Christian McCaffrey’s bench press skills didn’t exactly impress at the Combine
INDIANAPOLIS — Former Stanford running back Christian McCaffrey was one of the most productive players in recent college football history, rushing for more than 3,600 total yards over the past two years.
But while the 2015 Heisman finalist’s legs are clearly more than capable of carrying a heavy load, his arms and chest may be a different story.
On Thursday, McCaffrey took part in the bench press drill at the NFL Combine and registered 10 reps at 225 pounds — impressive, perhaps, at your local gym, but not so much by Combine standards.
Of the 30 running backs who participated, the only one who hoisted the bar fewer than 10 times was diminutive San Diego State star Donnel Pumphrey, who managed five. Pumphrey, incidentally, is the only FBS back to rush for more yards than McCaffrey since the start of the 2015 season.
At last year’s Combine, only one running back, Alabama’s Kenyan Drake (10), posted fewer than 12 reps.
On the opposite end of the spectrum, Oklahoma’s Samaje Perine, who is the same height as McCaffrey (5-foot-11) but is 31 pounds heavier at 233 pounds, cranked out 30 reps, six more than the next closest player in the running back/fullback group.
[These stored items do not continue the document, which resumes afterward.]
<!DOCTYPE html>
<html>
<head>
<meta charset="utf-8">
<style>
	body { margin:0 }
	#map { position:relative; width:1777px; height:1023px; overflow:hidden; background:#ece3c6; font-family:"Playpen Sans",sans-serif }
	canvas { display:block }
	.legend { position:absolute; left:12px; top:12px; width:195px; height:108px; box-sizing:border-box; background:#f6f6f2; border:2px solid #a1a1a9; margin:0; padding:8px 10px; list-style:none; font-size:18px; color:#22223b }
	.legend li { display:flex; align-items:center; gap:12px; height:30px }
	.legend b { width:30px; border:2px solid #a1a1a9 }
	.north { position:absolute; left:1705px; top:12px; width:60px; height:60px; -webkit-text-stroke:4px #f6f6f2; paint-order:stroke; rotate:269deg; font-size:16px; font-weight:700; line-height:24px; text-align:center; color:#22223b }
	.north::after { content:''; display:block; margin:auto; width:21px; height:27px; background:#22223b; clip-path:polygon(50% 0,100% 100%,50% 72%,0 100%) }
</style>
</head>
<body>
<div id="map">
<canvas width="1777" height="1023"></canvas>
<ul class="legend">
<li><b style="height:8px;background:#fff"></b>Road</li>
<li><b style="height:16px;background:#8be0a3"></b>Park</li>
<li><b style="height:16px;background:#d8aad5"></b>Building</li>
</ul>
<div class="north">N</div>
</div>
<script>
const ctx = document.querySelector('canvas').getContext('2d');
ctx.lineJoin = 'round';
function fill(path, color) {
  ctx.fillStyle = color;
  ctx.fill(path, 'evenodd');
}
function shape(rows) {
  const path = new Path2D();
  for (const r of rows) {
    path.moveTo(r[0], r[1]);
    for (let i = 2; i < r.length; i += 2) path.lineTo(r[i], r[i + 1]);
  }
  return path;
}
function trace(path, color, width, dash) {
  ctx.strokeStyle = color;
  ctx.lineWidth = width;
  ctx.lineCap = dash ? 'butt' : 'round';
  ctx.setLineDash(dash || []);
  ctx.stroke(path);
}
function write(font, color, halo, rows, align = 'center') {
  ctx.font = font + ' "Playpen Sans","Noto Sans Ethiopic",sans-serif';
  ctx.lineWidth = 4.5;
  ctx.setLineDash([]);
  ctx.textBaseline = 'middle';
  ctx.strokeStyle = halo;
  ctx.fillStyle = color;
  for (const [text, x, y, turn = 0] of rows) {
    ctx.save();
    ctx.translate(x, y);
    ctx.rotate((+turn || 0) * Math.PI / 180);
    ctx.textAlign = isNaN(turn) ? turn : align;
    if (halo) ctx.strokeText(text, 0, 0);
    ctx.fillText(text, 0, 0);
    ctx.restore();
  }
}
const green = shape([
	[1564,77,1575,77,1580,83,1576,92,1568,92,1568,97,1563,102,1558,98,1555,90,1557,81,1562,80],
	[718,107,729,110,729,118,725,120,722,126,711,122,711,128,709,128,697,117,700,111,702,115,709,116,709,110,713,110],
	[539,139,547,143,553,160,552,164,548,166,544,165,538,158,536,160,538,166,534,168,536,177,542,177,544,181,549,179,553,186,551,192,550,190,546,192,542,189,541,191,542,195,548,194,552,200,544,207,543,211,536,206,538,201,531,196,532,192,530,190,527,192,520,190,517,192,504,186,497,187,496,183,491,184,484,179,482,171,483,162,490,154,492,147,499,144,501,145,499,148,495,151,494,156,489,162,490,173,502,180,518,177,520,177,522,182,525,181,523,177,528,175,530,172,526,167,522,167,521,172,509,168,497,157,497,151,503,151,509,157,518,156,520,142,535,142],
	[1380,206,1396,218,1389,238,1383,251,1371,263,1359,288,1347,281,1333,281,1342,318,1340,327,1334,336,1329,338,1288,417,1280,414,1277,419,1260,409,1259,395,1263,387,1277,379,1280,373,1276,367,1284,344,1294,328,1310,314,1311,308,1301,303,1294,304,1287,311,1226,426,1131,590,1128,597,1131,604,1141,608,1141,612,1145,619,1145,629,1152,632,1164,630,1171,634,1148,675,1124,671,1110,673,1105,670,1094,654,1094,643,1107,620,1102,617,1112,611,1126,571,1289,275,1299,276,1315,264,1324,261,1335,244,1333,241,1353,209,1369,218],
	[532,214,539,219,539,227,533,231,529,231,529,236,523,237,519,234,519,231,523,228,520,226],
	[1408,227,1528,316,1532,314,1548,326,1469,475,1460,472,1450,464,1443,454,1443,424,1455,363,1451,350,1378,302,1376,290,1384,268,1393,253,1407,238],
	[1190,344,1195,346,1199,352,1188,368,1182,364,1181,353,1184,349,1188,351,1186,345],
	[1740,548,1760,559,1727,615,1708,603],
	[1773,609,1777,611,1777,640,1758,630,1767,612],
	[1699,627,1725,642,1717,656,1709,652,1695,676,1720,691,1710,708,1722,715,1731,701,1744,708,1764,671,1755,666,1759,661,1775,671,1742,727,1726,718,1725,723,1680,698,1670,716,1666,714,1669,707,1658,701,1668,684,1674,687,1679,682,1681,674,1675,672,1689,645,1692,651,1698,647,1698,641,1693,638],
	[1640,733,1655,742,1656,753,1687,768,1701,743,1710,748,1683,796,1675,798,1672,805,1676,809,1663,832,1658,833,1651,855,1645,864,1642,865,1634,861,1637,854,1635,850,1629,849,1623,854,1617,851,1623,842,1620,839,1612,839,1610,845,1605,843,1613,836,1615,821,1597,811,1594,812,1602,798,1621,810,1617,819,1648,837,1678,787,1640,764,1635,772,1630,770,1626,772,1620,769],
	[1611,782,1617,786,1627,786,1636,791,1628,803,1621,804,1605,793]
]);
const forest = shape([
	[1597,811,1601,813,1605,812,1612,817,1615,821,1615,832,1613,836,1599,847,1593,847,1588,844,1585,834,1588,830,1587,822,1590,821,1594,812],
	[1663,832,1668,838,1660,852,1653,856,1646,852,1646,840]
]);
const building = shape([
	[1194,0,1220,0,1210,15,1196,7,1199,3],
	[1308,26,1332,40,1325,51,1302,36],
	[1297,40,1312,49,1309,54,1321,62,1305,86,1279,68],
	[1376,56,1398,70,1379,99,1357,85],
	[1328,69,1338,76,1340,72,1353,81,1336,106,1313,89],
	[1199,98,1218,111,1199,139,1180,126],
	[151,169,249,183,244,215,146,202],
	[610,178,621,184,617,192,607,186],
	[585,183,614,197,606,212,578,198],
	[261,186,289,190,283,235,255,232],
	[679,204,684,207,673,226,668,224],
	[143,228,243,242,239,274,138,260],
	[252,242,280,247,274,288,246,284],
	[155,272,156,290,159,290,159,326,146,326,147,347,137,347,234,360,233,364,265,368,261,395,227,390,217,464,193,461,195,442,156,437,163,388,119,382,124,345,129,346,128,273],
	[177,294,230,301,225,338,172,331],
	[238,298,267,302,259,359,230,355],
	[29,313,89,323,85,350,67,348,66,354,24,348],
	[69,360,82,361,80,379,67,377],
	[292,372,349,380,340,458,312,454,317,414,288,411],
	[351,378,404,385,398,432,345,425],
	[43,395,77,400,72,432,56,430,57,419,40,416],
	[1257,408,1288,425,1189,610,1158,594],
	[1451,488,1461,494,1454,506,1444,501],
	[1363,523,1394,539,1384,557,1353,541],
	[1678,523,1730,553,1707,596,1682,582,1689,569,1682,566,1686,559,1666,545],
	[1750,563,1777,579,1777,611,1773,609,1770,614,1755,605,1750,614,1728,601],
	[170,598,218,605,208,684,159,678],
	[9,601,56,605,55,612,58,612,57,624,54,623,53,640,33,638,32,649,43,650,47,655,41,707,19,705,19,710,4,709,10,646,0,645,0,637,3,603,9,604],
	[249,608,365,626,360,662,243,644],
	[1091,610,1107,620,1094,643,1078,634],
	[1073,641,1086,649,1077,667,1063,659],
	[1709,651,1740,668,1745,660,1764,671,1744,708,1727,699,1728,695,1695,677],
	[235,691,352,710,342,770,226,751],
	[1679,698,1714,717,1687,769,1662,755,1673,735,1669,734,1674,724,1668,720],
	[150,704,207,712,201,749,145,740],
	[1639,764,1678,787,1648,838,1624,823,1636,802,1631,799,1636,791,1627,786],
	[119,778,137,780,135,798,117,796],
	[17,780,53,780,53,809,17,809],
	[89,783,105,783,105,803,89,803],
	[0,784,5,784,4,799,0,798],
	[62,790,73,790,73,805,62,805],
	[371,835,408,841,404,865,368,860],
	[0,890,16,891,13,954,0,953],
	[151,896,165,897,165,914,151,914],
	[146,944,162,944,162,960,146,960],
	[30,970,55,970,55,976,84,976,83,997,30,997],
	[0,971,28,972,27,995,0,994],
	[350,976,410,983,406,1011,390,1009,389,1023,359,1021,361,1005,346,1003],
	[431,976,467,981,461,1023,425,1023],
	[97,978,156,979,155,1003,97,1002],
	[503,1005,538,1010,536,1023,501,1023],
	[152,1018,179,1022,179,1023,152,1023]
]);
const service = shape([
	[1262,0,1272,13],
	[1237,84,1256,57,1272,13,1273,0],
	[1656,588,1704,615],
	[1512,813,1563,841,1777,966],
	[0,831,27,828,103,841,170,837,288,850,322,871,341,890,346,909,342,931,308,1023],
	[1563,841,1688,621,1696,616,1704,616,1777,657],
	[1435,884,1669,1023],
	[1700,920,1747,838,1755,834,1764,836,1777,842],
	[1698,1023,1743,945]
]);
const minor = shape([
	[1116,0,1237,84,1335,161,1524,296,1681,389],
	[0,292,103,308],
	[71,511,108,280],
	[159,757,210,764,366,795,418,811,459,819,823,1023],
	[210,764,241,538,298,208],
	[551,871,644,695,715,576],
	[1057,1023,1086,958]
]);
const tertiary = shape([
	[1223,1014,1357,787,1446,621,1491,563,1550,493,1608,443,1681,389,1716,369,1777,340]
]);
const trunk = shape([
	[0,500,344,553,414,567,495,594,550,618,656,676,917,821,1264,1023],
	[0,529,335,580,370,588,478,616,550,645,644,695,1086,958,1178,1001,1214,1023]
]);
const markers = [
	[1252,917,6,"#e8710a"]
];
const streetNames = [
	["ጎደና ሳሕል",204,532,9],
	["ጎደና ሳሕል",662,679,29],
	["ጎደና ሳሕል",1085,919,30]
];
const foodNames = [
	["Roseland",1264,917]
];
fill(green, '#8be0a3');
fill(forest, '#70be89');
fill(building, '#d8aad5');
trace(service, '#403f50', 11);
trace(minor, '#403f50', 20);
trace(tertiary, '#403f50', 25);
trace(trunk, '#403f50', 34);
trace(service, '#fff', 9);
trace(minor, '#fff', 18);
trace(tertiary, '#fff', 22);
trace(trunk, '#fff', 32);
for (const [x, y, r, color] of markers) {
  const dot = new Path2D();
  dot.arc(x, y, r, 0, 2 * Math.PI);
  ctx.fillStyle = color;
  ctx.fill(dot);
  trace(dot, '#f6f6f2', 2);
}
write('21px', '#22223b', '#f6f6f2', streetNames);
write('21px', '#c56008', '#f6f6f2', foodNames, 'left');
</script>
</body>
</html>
Meanwhile, LSU’s Leonard Fournette, who checked in at 240 pounds in his official weigh-in, did not participate in the bench press at the Combine, but has indicated that he plans on doing so at his Pro Day on April 5 in Baton Rouge.
As for McCaffrey, the 20-year-old has received rave reviews from several NFL coaches and executives, including Denver Broncos GM John Elway, who on Wednesday called him a “dynamic player who can do it all,” and Oakland Raiders head coach Jack Del Rio, who described him as a “great football player” who will “have an impact in this league.”
Nevertheless, McCaffrey spoke with reporters about feeling slighted when he met with the press earlier Thursday afternoon, prior to his bench press attempt.
“I feel like a lot of people don’t give me credit for my skills and talents, and that’s just the way it is,” said McCaffrey, a potential Day One pick in April’s draft. “But I also don’t really care too much. I don’t feel like I’m crazy disrespected. I have a chip on my shoulder at all times, and that’s been my whole life. I’m constantly trying to prove myself.”
Consider this a little more fuel for the fire.